Stefano Feltri, Il Fatto Quotidiano 11/3/2014, 11 marzo 2014
CAPITALISMO DI STATO, 30 MILA PARTECIPATE E GUERRA PER LE NOMINE
C’è un dossier che Matteo Renzi e il suo ministro dell’Economia Pier Carlo Padoan possono consultare come promemoria della stagione delle nomine pubbliche che sta cominciando. Si chiama “Ricognizione degli assetti organizzativi delle principali società a partecipazione pubblica”, lo ha preparato la Camera dei deputati ed è un utile promemoria dell’incredibile estensione dello Stato imprenditore.
I NUMERI SORPRENDONO un po’ anche gli addetti ai lavori: secondo l’ultima ricognizione del ministero del Tesoro, al 31 dicembre 2011 le amministrazioni pubbliche italiane hanno dichiarato di detenere ben 24.593 partecipazioni dirette e 5.540 indirette.
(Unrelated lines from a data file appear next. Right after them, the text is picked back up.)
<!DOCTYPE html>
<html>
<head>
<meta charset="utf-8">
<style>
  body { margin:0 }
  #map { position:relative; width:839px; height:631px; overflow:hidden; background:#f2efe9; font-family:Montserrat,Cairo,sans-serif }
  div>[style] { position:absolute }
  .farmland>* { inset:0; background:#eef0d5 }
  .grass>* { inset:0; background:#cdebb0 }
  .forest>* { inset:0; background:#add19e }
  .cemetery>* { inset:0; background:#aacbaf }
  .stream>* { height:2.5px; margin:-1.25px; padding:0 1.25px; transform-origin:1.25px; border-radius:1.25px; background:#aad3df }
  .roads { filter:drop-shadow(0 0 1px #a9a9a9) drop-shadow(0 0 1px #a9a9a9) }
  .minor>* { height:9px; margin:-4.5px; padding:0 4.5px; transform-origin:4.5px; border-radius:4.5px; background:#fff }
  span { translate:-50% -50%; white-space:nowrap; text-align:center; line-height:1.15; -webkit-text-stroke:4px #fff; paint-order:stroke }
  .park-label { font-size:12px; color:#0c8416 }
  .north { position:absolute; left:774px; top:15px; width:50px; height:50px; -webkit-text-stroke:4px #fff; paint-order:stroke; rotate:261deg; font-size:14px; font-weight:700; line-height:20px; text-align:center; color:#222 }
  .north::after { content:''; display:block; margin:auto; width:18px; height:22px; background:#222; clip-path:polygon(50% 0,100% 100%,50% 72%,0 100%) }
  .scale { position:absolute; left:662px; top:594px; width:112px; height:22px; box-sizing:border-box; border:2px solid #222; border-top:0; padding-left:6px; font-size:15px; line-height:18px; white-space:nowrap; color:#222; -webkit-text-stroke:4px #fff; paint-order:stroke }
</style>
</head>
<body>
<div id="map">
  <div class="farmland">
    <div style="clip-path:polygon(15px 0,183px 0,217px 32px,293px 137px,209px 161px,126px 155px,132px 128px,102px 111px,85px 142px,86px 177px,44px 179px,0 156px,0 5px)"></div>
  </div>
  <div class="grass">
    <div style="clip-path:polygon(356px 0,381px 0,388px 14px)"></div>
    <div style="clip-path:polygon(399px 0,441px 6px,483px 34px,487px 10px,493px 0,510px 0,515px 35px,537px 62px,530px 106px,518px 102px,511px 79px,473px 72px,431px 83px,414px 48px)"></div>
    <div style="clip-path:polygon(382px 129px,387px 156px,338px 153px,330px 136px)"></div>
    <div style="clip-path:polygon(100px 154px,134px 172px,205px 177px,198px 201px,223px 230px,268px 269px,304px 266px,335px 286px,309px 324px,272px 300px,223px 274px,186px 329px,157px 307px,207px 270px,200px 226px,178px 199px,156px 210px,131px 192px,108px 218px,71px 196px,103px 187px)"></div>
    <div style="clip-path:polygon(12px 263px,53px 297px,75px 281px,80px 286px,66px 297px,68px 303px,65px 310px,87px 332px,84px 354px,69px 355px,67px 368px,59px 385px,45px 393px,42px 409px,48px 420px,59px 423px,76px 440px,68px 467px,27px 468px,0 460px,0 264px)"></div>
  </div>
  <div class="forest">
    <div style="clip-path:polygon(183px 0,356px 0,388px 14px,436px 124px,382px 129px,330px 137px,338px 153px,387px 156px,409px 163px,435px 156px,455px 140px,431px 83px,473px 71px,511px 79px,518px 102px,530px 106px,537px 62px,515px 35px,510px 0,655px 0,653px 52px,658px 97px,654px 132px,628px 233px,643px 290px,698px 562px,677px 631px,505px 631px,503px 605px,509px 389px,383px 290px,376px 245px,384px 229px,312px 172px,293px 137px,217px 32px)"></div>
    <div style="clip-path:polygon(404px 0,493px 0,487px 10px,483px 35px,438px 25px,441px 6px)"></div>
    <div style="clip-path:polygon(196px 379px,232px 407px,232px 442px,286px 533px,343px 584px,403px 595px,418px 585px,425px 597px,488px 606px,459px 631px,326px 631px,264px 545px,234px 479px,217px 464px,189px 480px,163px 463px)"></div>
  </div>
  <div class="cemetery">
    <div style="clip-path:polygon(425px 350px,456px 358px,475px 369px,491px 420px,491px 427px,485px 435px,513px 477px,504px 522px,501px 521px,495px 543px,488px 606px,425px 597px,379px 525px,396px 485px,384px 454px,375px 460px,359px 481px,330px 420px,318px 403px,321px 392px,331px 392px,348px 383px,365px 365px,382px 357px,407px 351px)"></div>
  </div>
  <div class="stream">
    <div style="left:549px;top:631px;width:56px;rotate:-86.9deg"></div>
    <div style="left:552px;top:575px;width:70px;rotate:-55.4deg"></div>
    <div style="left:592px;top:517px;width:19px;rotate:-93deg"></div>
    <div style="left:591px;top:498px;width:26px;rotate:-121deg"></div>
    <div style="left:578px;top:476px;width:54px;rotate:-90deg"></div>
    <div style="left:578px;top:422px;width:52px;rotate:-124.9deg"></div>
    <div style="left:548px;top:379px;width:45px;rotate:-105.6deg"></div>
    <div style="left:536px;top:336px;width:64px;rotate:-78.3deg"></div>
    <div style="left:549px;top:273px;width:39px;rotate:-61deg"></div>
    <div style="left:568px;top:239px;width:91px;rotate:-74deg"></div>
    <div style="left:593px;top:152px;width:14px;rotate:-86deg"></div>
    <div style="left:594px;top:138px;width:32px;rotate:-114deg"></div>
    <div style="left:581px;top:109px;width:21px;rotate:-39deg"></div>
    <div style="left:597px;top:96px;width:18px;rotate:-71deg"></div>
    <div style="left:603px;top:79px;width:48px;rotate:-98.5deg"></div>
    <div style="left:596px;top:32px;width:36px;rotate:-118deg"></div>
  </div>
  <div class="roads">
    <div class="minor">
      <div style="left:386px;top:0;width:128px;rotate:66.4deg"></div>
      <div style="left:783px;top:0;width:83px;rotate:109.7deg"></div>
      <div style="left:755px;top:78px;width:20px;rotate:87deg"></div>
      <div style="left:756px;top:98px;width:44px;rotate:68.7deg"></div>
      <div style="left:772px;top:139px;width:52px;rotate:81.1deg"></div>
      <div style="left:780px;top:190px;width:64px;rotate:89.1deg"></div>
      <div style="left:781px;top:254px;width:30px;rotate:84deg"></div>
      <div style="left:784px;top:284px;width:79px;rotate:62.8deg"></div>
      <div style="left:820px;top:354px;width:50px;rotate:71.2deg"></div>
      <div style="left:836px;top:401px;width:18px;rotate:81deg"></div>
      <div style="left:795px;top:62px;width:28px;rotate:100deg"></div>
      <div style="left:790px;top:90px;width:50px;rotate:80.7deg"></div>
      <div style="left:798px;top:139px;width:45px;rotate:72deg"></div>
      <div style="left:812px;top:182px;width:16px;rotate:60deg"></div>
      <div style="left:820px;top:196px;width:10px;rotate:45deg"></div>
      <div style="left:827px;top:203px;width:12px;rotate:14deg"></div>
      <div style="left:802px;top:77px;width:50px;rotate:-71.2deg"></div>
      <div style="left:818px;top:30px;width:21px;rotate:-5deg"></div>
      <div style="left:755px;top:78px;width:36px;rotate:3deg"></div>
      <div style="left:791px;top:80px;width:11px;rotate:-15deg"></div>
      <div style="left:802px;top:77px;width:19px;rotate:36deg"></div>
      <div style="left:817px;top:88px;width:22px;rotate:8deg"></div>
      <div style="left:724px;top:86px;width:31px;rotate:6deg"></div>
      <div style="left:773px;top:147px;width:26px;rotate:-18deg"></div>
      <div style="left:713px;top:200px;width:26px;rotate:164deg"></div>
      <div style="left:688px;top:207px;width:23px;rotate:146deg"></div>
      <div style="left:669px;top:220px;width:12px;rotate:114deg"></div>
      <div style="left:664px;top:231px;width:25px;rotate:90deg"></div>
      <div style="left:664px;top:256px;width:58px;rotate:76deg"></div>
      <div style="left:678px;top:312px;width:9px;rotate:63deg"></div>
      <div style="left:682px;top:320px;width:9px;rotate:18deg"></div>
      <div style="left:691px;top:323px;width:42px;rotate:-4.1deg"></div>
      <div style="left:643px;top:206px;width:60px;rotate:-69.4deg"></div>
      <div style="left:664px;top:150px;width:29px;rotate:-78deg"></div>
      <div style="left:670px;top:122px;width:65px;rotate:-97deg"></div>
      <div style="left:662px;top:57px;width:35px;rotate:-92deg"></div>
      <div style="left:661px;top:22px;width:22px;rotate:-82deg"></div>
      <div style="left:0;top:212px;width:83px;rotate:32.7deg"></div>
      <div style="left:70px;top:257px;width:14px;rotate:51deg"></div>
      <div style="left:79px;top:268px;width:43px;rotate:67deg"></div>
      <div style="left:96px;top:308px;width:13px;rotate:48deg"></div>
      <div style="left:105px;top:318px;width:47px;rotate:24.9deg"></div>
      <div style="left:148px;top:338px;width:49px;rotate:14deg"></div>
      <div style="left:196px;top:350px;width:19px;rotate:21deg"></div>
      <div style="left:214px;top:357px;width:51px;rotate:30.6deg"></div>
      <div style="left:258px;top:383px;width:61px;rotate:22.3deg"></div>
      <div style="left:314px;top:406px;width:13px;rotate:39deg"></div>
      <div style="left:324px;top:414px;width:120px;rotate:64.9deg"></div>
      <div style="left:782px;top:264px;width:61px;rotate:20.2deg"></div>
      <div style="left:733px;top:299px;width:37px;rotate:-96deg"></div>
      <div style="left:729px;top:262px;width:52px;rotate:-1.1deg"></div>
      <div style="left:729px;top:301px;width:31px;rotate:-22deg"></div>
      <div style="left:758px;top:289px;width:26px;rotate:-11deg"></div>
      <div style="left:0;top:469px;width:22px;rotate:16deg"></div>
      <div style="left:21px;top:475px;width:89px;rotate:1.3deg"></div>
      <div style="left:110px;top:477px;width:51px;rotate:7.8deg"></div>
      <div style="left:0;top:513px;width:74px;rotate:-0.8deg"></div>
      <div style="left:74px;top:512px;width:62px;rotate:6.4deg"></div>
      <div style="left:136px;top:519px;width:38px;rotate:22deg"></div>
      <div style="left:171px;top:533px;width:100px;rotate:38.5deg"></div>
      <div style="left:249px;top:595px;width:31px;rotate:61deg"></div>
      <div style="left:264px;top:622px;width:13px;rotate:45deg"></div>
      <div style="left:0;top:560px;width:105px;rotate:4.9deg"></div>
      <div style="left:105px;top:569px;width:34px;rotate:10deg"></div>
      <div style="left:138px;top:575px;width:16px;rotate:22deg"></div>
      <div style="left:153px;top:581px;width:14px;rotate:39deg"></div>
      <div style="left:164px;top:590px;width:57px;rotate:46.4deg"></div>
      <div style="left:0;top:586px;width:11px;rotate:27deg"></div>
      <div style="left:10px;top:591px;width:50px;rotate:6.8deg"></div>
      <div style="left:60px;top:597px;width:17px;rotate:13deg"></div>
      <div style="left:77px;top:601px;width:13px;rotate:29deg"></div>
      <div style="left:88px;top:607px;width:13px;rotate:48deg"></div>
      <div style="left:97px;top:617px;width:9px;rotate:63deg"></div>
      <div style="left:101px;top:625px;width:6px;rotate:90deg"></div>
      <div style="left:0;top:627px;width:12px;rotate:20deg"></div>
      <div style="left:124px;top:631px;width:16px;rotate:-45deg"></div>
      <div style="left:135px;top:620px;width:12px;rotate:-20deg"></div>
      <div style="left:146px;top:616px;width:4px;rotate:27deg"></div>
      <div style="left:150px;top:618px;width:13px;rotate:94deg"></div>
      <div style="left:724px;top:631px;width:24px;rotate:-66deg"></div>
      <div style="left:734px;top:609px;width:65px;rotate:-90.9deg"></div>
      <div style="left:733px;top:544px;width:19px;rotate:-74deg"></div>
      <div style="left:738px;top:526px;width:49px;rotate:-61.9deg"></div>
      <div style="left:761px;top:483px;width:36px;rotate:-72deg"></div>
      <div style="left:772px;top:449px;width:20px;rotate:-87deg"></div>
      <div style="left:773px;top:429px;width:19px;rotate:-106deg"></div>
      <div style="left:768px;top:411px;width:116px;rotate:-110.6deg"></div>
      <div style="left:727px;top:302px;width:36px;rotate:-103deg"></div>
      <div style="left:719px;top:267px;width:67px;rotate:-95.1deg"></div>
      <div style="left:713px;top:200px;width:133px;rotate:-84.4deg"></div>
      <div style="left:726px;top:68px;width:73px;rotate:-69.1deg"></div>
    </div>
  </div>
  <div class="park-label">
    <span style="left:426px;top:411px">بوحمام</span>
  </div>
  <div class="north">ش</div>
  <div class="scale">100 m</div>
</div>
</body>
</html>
Totale: 30.133. Le partecipazioni dirette dello Stato – nelle sue amministrazioni centrali – 231, altre 118 quelle indirette. Numeri che implicano migliaia di poltrone da assegnare, un sistema che si sviluppa dai grandi gruppi quotati come Eni e Finmeccanica fino al Circolo del Tennis del Foro Italico (una controllata del Coni) o alla Roma Convention Group, società di organizzazione di eventi il cui 50 per cento è detenuto da Eur, controllata dal ministero dell’Economia con il 90 per cento.
A volte anche la corsa alle poltrone subisce qualche rallentamento, dal dossier sulle imprese di Stato si scopre per esempio che ci sono società i cui vertici sono scaduti a fine 2012 e sono ancora “in corso di rinnovo”: per esempio Strategia Italia, un ramo del gruppo Invitalia che si occupa di risparmio, oppure l’Autostrada del Molise. Ma è l’allegato 5 quello che conta: tutte le società i cui consigli di amministrazione vanno rinnovati in primavera, tra aprile e giugno. Quelle più grosse sono ben note, dall’Enel all’Eni a Poste. Ma sfogliando le pagine del dossier si scopre l’esistenza di poltrone e consigli di amministrazione meno banali. Tipo la Sogesid, società al 100 per cento pubblica che si occupa di gestione di impianti idrici: scadono presidente e cda, chissà se saranno riconfermati due dirigenti come Vincenzo Assenza (presidente) e Lugi Pelaggi, ascesi ai vertici della tecnostruttura ambientale quando il ministro era Stefania Prestigiacomo, politicamente un’altra era geologica. Poi c’è la sterminata galassia Invitalia (scadono Italia Navigando e Italia Turismo). Tra le pieghe delle partecipazioni del Fondo italiano d’investimento, una delle propaggini del sistema della Cassa Depositi e prestiti, si scoprono cose come La Patria, società di vigilanza privata, o Rse, Ricerca sul sistema energetico che svolge “programmi a finanziamento pubblico nazionale e internazionale nel settore elettro-energetico e ambientale”. Scadono anche i cda di società interne a potenti ministeri di spesa, come Difesa servizi (che gestisce i beni delle forze armate) e l’Istituto Sviluppo Agroalimentare (una holding di partecipazioni e consulenza) in quello delle Politiche agricole.
Nell’albo del capitalismo di Stato figura ancora Alitalia, la bad company in amministrazione straordinaria da cui dipendono tuttora Alitalia Express, Volare e la Società italiana servizi aerei mediterranei, quest’ultima in liquidazione. Il dossier della Camera ha un obiettivo preciso: ricordare ai parlamentari che “la normativa relativa alle privatizzazioni ha lasciato indeterminato il problema delle modalità di esercizio del controllo pubblico sull’attività delle società derivanti dalla trasformazione degli enti pubblici economici”. Tradotto: la privatizzazione giuridica, la trasformazione in società per azioni, ha sottratto pezzi di economia italiana al controllo democratico, “in questo silenzio della normativa è venuto meno anche il controllo parlamentare”.
DALLA FINE degli anni Settanta era obbligatorio che il Parlamento esaminasse – in una apposita commissione bicamerale – nomine e programmi delle società di cui lo Stato era azionista. Una volta privatizzate le società (nella forma, ma non nel controllo che resta quasi sempre del pubblico), resta soltanto un tentativo di controllo della Corte dei conti, che però arriva quando i danni sono già stati fatti. E così sulle 30 mila partecipazioni pubbliche e sugli oltre 300 amministratori che saranno nominati nei prossimi mesi su input di Renzi e Padoan non vigilerà praticamente più nessuno.